The degree of browning of the conduit was observed. The results are shown in Table 3 according to the following criteria. 0: No browning at all 1: Browning only underground 2: Up to the ground level 3: Futaba 4: First node leaves 5: Wilting and withering

[Table] Example 4 Control effect test against rice sesame leaf blight Rice grown in pots (variety: Nipponbare, 5-leaf stage)
20ml of drug solution adjusted to the specified concentration per pot.
It was abolished at a rate of One day after withdrawal of vaccination, PSA
A spore suspension of rice and sesame leaf blight fungus (Helminthosporium oryzae) formed on a medium (cultivated at 28°C for 10 days) was sprayed and kept in a room at 28°C and 100% humidity overnight. It was then placed in a greenhouse. In the investigation, the number of lesions formed on rice leaves was counted 5 days after inoculation, and the control value was calculated according to the formula below.

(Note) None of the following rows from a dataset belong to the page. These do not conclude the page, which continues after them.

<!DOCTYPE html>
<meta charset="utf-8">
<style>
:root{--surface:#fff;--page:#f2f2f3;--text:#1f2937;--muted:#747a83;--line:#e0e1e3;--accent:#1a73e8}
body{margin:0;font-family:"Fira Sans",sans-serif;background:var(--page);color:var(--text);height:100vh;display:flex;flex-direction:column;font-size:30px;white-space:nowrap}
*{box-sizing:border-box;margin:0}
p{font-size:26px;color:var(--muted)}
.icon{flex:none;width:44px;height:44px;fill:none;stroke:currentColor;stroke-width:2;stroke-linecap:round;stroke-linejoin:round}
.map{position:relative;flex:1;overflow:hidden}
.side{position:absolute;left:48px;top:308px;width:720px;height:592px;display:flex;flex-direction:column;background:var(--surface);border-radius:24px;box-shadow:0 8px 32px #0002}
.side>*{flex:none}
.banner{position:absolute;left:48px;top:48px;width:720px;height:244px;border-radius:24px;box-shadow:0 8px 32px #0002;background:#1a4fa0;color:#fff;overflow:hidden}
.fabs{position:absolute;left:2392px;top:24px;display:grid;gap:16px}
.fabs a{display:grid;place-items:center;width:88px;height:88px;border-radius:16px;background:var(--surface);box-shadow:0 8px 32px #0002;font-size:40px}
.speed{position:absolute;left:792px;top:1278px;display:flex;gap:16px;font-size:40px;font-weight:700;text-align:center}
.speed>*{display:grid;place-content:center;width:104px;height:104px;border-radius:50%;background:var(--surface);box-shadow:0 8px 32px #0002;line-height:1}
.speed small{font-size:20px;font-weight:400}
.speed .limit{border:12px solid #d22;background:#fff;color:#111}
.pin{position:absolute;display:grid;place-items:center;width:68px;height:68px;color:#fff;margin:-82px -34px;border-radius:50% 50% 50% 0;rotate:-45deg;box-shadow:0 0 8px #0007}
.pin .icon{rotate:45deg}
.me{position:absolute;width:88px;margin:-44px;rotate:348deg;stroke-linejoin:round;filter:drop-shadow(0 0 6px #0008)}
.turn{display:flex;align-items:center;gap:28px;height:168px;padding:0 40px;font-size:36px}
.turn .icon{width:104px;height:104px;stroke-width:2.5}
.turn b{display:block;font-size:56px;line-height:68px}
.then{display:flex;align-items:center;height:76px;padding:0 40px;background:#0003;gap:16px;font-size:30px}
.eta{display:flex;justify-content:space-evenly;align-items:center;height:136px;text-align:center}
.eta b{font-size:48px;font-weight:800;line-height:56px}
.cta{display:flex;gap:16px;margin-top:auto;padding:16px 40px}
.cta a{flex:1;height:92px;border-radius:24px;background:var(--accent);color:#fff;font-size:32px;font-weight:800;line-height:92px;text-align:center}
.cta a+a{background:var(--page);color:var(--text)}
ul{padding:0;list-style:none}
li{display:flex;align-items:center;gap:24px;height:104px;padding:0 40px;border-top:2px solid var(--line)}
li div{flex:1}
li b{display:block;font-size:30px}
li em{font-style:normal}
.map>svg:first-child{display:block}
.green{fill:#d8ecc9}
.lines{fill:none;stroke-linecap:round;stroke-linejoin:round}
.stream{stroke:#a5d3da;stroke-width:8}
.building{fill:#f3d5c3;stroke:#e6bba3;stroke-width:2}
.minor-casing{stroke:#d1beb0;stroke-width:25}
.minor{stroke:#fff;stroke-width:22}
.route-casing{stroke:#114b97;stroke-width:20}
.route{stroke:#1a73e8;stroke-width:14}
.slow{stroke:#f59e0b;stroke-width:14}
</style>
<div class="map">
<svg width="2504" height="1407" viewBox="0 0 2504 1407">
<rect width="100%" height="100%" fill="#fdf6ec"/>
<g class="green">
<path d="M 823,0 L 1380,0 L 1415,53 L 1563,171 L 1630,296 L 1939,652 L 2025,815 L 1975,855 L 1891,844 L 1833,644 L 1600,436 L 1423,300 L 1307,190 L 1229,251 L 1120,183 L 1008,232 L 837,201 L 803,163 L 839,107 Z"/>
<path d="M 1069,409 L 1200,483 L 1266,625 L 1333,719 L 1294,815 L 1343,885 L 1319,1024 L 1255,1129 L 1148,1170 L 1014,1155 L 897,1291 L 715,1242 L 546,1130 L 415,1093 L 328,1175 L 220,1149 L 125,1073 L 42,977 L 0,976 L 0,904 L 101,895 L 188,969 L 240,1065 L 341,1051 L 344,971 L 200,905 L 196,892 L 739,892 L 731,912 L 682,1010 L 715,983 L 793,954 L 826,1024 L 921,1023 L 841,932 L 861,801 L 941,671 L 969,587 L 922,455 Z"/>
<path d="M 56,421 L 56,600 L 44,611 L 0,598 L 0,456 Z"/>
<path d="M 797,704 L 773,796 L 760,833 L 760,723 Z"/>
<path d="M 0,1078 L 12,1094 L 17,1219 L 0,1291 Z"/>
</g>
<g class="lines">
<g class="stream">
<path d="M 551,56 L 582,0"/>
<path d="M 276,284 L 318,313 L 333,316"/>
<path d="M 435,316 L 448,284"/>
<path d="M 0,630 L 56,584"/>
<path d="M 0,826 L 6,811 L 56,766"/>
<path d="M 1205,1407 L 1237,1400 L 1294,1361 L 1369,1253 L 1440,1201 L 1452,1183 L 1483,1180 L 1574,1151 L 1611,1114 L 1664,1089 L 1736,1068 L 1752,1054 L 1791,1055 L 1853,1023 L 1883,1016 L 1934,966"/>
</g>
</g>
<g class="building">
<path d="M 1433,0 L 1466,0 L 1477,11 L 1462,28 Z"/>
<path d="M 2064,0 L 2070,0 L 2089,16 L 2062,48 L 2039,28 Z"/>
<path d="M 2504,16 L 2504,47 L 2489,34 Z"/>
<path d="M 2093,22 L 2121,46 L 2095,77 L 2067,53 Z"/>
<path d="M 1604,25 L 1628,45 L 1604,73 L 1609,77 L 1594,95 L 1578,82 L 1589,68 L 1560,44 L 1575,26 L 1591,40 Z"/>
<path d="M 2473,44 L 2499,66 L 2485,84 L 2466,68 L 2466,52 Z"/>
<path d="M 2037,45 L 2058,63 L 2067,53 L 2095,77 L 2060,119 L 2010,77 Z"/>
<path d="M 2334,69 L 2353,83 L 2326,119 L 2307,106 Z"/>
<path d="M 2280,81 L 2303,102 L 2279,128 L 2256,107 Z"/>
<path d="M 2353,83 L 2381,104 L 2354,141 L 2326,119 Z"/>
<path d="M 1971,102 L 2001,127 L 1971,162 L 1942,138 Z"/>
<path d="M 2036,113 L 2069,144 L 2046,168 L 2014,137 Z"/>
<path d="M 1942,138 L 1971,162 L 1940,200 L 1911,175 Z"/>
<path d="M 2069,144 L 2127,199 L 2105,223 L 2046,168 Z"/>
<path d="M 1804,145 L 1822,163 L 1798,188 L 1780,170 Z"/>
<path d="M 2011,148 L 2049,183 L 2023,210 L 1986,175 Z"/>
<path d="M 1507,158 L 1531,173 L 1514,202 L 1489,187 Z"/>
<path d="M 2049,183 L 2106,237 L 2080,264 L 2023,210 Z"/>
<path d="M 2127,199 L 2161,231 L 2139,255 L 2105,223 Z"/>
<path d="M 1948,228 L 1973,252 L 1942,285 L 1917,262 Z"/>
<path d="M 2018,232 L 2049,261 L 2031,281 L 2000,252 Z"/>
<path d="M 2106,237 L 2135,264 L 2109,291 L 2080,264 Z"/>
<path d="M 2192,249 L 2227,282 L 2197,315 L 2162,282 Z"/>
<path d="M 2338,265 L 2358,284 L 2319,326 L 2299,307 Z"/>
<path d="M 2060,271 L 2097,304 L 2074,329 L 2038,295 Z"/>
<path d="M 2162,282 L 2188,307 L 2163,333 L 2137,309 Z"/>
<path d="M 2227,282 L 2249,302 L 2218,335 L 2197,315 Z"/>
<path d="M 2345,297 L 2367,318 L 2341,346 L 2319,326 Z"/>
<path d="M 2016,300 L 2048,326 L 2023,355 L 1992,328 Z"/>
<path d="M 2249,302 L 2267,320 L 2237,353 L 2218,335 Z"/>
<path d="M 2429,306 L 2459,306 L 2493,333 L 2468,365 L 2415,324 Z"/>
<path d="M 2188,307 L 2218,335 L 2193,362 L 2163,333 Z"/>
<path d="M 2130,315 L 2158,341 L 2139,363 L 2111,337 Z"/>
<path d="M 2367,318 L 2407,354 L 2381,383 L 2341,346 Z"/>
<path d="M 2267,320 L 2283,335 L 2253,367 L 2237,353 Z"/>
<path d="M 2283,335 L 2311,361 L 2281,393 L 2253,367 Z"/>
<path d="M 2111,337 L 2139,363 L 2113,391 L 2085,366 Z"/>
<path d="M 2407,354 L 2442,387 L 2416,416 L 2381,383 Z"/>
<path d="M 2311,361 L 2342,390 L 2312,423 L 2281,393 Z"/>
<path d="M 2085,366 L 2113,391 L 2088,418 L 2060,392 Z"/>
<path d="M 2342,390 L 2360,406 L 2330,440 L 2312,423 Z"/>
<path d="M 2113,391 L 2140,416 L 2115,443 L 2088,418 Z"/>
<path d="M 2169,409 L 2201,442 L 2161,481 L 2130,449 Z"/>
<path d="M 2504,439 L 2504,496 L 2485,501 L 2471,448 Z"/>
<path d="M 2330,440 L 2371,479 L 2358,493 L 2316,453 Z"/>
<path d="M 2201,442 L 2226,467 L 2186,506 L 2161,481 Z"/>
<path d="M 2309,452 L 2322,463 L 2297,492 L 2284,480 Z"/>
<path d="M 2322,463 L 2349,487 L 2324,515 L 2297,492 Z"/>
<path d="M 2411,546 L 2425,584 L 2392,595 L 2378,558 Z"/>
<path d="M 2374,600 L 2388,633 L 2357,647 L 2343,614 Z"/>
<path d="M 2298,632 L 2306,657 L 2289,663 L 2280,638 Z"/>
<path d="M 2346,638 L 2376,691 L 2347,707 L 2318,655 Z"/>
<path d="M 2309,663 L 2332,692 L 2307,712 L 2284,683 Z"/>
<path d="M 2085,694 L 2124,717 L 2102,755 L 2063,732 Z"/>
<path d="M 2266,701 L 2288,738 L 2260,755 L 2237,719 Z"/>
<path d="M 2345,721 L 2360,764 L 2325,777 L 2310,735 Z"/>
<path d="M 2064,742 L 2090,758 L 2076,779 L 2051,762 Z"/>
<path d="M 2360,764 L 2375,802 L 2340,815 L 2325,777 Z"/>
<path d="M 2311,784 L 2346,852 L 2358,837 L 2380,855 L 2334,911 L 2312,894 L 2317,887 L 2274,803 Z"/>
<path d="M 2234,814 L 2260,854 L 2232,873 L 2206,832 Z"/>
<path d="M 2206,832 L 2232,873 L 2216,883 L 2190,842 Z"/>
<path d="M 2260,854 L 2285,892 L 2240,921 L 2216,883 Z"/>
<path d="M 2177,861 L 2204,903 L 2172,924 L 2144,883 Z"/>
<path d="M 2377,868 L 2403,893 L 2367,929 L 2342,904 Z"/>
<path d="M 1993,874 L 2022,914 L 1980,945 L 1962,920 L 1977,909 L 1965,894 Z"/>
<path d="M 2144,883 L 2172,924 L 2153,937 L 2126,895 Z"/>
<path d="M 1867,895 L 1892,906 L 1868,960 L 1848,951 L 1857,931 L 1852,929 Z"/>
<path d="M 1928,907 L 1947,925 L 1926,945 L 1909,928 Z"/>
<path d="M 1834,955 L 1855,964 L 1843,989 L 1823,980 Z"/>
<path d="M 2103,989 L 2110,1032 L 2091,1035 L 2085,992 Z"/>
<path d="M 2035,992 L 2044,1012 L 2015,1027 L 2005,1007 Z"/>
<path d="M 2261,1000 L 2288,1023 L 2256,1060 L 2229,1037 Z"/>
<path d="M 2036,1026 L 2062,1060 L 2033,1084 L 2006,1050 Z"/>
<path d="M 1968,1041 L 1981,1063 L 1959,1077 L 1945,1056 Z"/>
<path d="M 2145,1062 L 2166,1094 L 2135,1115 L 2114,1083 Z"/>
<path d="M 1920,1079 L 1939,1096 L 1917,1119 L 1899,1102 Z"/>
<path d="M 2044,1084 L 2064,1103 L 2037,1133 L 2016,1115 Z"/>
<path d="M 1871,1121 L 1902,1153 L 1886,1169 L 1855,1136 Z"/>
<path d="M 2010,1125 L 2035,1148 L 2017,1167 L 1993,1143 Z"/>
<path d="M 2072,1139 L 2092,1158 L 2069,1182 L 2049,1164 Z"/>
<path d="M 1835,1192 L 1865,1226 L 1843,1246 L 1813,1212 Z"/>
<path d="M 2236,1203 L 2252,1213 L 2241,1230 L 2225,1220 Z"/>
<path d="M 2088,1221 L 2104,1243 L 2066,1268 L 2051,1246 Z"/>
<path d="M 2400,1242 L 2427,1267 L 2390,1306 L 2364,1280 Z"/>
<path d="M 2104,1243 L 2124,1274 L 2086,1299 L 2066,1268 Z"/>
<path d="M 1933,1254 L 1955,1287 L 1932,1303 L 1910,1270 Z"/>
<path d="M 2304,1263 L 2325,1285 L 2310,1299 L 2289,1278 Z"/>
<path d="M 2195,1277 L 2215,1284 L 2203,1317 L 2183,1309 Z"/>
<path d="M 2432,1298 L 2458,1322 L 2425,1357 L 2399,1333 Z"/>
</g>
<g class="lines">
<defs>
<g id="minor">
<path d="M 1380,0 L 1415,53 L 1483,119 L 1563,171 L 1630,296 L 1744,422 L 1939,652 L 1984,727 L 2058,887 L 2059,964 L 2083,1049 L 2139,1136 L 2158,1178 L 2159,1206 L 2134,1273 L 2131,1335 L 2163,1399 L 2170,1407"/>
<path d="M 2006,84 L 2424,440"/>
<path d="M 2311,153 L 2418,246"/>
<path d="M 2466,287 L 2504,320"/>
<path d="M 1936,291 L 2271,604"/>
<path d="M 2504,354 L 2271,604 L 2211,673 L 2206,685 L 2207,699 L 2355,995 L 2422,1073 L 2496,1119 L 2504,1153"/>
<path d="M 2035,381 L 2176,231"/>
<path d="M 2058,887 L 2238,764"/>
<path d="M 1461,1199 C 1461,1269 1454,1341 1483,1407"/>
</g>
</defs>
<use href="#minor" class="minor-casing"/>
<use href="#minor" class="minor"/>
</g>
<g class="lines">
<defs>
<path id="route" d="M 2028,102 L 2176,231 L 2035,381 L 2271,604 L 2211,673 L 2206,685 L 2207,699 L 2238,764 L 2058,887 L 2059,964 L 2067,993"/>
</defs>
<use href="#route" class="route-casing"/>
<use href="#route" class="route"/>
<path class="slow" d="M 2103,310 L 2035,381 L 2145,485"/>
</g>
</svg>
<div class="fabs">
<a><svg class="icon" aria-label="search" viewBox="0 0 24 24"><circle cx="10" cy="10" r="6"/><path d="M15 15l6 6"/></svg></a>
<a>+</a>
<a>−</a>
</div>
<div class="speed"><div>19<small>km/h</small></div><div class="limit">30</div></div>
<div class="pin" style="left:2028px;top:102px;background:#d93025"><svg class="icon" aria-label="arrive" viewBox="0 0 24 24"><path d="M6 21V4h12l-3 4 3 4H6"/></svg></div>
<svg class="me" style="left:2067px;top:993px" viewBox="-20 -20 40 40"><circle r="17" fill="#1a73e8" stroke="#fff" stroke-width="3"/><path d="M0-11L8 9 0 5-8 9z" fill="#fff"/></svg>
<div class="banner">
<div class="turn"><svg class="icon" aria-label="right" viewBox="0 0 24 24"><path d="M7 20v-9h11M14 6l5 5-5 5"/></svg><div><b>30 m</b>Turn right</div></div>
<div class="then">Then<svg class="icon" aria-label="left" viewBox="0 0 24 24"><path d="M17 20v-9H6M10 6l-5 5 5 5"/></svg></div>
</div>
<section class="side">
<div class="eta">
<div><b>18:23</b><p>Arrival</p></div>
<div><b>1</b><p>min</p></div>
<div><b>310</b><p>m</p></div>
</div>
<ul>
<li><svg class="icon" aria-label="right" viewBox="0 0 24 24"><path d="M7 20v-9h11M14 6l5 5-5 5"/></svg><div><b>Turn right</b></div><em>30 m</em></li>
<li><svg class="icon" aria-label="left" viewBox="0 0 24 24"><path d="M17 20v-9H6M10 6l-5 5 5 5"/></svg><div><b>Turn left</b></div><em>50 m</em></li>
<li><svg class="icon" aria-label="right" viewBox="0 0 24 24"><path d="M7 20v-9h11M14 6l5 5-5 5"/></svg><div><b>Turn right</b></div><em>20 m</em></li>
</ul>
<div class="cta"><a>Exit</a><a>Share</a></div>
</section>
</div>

The results are shown in Table 4. Control value = (Number of lesions in untreated area) - (Number of lesions in treated area) / Number of lesions in untreated area

[Table] Formulation Example 1 Emulsion By mixing 10 parts of the compound of the present invention, 50 parts of xylene, 30 parts of dimethyl sulfoxide, and 10 parts of an emulsifier (polyoxyethylene phenyl phenol ether), an emulsion with a base concentration of 10% is obtained. . Formulation Example 2 Wettable powder A wettable powder having a base ingredient content of 50% is obtained by thoroughly pulverizing and mixing 50 parts of the compound of the present invention, 5 parts of a wetting agent (calcium salt of alkylbenzenesulfonate), and 45 parts of diatomaceous earth.

Claims (1)

[Claims] 1 Formula () A fungicide for controlling plant diseases derived from bacteria of the genus Botrytis, Fusarium, Helminthosporium, and Alternaria, which contains frenolicin B shown by the following as an active ingredient.